Monday, April 26, 2010

rebecca stead, when you reach me

When I first started this blog, I assumed I’d be writing only about books. After all, books are what I know and sell. Turns out what I apparently most like to talk about, however, are movies, but now that I’ve given myself a stern talking-to regarding cinema prices I will have to limit them. Or, so I tell myself until next Friday when I start to get a hankering for a Frozen Coke and a sweaty ticket box queue. I have read books, but they’ve mostly been okay, not really good enough to get into a flap about or terrible enough for me to enjoy getting my teeth into. Until now, when—as always—it’s a children’s book that reminds me just how excellent those papery things what have words in them can be.

I sat down to read the start of Rebecca Stead’s novel over lunch last Monday (rye bread toast with avocado, tomato, salt and pepper, because I know you’re interested) and put it down briefly when I decided I should do some real work, then decided instead that I should just maybe read a little bit more of the book and snack on some bagel crisps. Well, the crisps were disgusting (damn you Burns & Ricker) but the book made me forget them completely, and I finished it in one fascinated sitting. When You Reach Me tells the story of twelve-year-old Miranda, in sixth grade at a New York City school in 1978. She and her mother live together in an apartment above her oldest friend Sal and his mother Louisa; Miranda’s mother has a great boyfriend called Richard; everything is going fine. Then one day, as they’re walking home from school together, Sal is confronted by another kid and punched squarely in the stomach and the face. Miranda helps him home and is worried, but the incident changes their friendship and Sal will not talk to Miranda. While Miranda tries to figure out why this is happening, and gains some new pals in the ethereal Annemarie and smartass Colin, another, more unexpected storyline is building up—one involving notes left for Miranda with predictions that can only mean one thing. And that is time travel.

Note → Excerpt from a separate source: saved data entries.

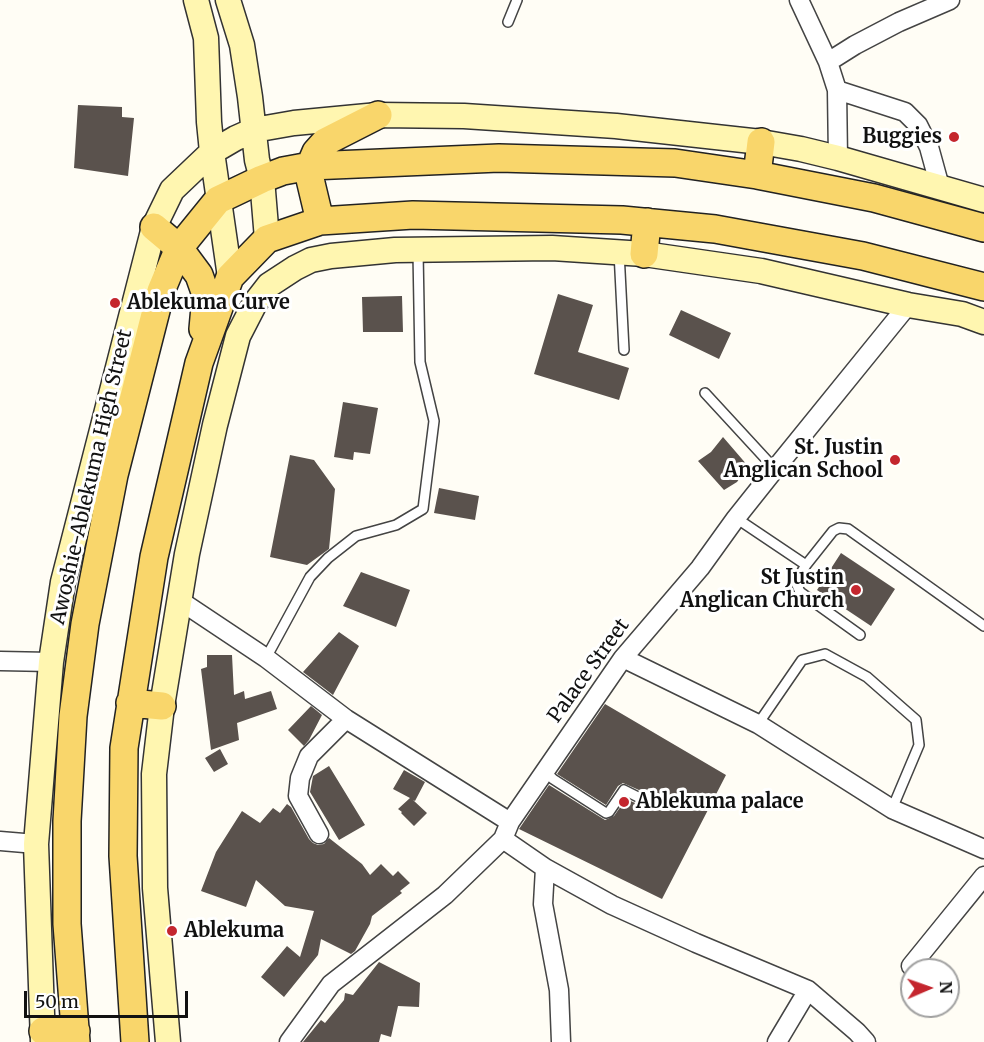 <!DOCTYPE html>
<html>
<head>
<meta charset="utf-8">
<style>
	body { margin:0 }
	#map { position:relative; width:984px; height:1042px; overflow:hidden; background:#fffdf5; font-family:Merriweather,serif }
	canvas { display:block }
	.north { position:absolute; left:900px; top:958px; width:60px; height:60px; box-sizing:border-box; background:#fff; border:2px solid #a0a0a0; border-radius:50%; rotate:88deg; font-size:16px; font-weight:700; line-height:24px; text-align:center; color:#111 }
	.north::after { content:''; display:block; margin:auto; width:21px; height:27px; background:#c4262e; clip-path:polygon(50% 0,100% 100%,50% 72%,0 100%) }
	.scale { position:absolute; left:24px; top:991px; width:164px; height:27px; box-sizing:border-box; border:3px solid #111; border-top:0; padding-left:8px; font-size:18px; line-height:21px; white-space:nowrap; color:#111; -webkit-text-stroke:4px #fff; paint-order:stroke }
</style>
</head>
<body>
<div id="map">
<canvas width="984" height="1042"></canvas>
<div class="north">N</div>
<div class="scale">50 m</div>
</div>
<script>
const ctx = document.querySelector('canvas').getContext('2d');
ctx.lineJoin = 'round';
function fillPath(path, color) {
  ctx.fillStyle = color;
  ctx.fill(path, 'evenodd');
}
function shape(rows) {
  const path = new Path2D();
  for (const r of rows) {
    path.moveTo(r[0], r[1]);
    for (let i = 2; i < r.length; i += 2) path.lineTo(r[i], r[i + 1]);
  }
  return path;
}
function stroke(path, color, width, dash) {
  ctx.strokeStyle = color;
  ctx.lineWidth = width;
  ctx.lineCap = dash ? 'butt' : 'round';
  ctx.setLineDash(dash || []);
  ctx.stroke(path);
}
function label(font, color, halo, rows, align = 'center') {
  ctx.font = font + ' Merriweather,serif';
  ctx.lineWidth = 6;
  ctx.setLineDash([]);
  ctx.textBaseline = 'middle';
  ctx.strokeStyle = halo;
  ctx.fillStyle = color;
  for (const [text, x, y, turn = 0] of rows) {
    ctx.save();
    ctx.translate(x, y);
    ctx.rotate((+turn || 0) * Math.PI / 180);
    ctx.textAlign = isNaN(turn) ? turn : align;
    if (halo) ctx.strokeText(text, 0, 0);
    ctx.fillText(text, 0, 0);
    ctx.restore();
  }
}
const building = shape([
	[78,105,122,107,122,117,134,118,128,176,74,168],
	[558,294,593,305,578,352,629,368,619,400,534,374],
	[402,296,403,332,363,332,362,297],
	[681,310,731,333,719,359,669,335],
	[343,402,378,408,370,454,354,452,353,460,334,457],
	[723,437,748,466,737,482,724,490,698,461,711,452],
	[290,455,314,460,335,489,329,549,307,565,270,557],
	[439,488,479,496,475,520,434,513],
	[841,553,895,589,871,626,817,590],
	[361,572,410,590,396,627,343,606],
	[339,632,359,646,333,695,303,672],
	[207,655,232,655,234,695,244,691,245,699,271,691,277,709,237,723,239,740,211,750,201,669,207,667],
	[605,704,726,775,662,899,519,829,549,785,605,820,614,816,626,799,642,806,647,806,650,804,651,799,648,794,623,783,618,786,606,805,557,774],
	[311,706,322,715,309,740,304,746,288,730],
	[220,749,228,764,214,772,205,758],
	[329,766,365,825,339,840,310,792,313,776],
	[404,770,425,782,415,801,413,800,427,813,414,826,401,813,402,812,398,809,410,798,393,789],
	[287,804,291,807,309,839,313,843,318,845,324,844,329,838,362,864,370,875,381,864,393,876,398,871,410,883,400,891,402,893,372,916,370,924,355,951,351,954,321,939,318,955,284,997,261,977,287,946,300,957,314,911,285,906,256,880,246,907,201,891,216,852,242,811,260,823,273,808,280,813],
	[379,962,420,983,419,1007,398,1006,391,1037,381,1034,379,1042,303,1042,321,1020,325,1023,344,1000,345,993,353,995]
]);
const lane = shape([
	[508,22,517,0],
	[619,252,624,350],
	[705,393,775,469],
	[736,518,806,565],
	[860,635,800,592,797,585,798,578,806,565,833,531,839,528,848,529,984,626],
	[266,658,310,577,328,558,356,536,396,525,423,509,434,421,420,362,418,252],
	[758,724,802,660,825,654,867,677,916,720,919,745,892,809],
	[545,771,553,779,606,813,609,812,624,790,644,800]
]);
const street = shape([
	[799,0,828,62,837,90,838,158],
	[828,62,855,45,899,22,950,0],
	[837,90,905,112,918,125,929,147,940,187],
	[179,600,266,658,346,719,510,822],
	[623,658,758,724,892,809,984,849],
	[0,661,51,662],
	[319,834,298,796,300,778,309,756,346,719],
	[503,839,545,868,612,905,696,943,808,990,857,1032,866,1042],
	[0,841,36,844],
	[545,868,543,904,559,990,561,1042],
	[911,966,984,876],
	[289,1042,331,984,445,895,503,839,510,822,623,658,700,568,736,518,775,469,908,305],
	[777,1042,808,990]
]);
const secondary = shape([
	[196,0,206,38,209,122,212,152,230,277],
	[228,0,242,45,250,97,257,160,262,179,267,239],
	[43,1042,36,844,51,662,63,582,154,227,172,190,212,152,236,138,254,130,294,123,378,115,464,116,616,126,761,142,801,149,838,158,984,200],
	[168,1042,155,888,154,774,162,706,187,554,215,425,238,336,255,303,269,285,295,268,311,260,331,256,395,250,552,248,644,254,761,271,908,305,962,314,984,322]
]);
const primary = shape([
	[757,175,761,142],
	[320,221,310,179,310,166,316,152,325,142,378,115],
	[154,227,179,248,199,275,205,292,205,307,203,329],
	[644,254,647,222],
	[130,703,162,706],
	[43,1031,76,1031],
	[76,1042,67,924,67,821,73,716,85,624,114,475,161,291,179,248,218,200,262,179,283,171,310,166,499,158,675,163,757,175,874,198,984,228],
	[135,1042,123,856,124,748,154,557,199,363,230,277,267,239,320,221,413,215,622,220,715,229,863,256,984,287]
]);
const markers = [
	[954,137,6,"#c4262e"],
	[115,303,6,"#c4262e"],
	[895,460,6,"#c4262e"],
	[856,590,6,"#c4262e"],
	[624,802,6,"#c4262e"],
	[172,931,6,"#c4262e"]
];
const poiNames = [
	["Buggies",942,137],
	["Ablekuma Curve",127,303,"left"],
	["St. Justin",883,448],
	["Anglican School",883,471],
	["St Justin",844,578],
	["Anglican Church",844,601],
	["Ablekuma palace",636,802,"left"],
	["Ablekuma",184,931,"left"]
];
const streetNames = [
	["Awoshie-Ablekuma High Street",92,477,-77],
	["Palace Street",589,671,-54]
];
fillPath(building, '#5a524d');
stroke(lane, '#444', 12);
stroke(street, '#444', 21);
stroke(secondary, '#333', 27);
stroke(primary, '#222', 30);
stroke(lane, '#fff', 9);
stroke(street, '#fff', 18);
stroke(secondary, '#fff6b0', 24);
stroke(primary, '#f9d66b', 27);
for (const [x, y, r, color] of markers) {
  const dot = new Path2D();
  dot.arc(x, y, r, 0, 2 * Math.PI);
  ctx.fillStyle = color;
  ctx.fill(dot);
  stroke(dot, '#fff', 2);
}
label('bold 20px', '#111', '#fff', poiNames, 'right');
label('20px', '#111', '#fff', streetNames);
</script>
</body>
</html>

I first heard of this book from a co-worker who was explaining it to myself and a customer. It sounded great and she clearly enjoyed reading it, but the time travel aspect threw me off a little. I spent all of high school paying attention in English and reserving all of my staring-moodily-out-of-the-window for science classes, so while I know they didn’t teach time travel in Science (at least not at my high school) I always feel a little out of my depth reading science fiction, even that aimed at people I am old enough to parent. But When You Reach Me handled all discussions of time travel with such a perfect touch that it explained the necessary concepts clearly without ever sounding patronising, bar snippy character Julia who tries, along with wise Marcus, to explain it to a baffled Miranda, but eventually stomps off saying, “I’m glad someone here has a brain.” The time travel is both an important part of the story but it never threatens to overwhelm the reality of being a kid in a world where relationships are difficult, and that is why it is so great. Mira loves her mother but is embarrassed by their home in comparison to her friends’ apartments; she begins to fall in love; she fights with her new pals. She also learns a lot and even when she is angry or in the wrong, she is still a perfectly human heroine who has a good heart. While I haven’t been twelve for a while, reading it took me right back to what conversations and relationships were like when I was the same age. Life could be funny and upsetting and comforting and awful and the most exciting thing in the world. When You Reach Me is a beautiful, funny, read that doesn’t sugarcoat reality, making it more than accessible for older or adult readers while still being wonderful for the upper-primary age group it depicts.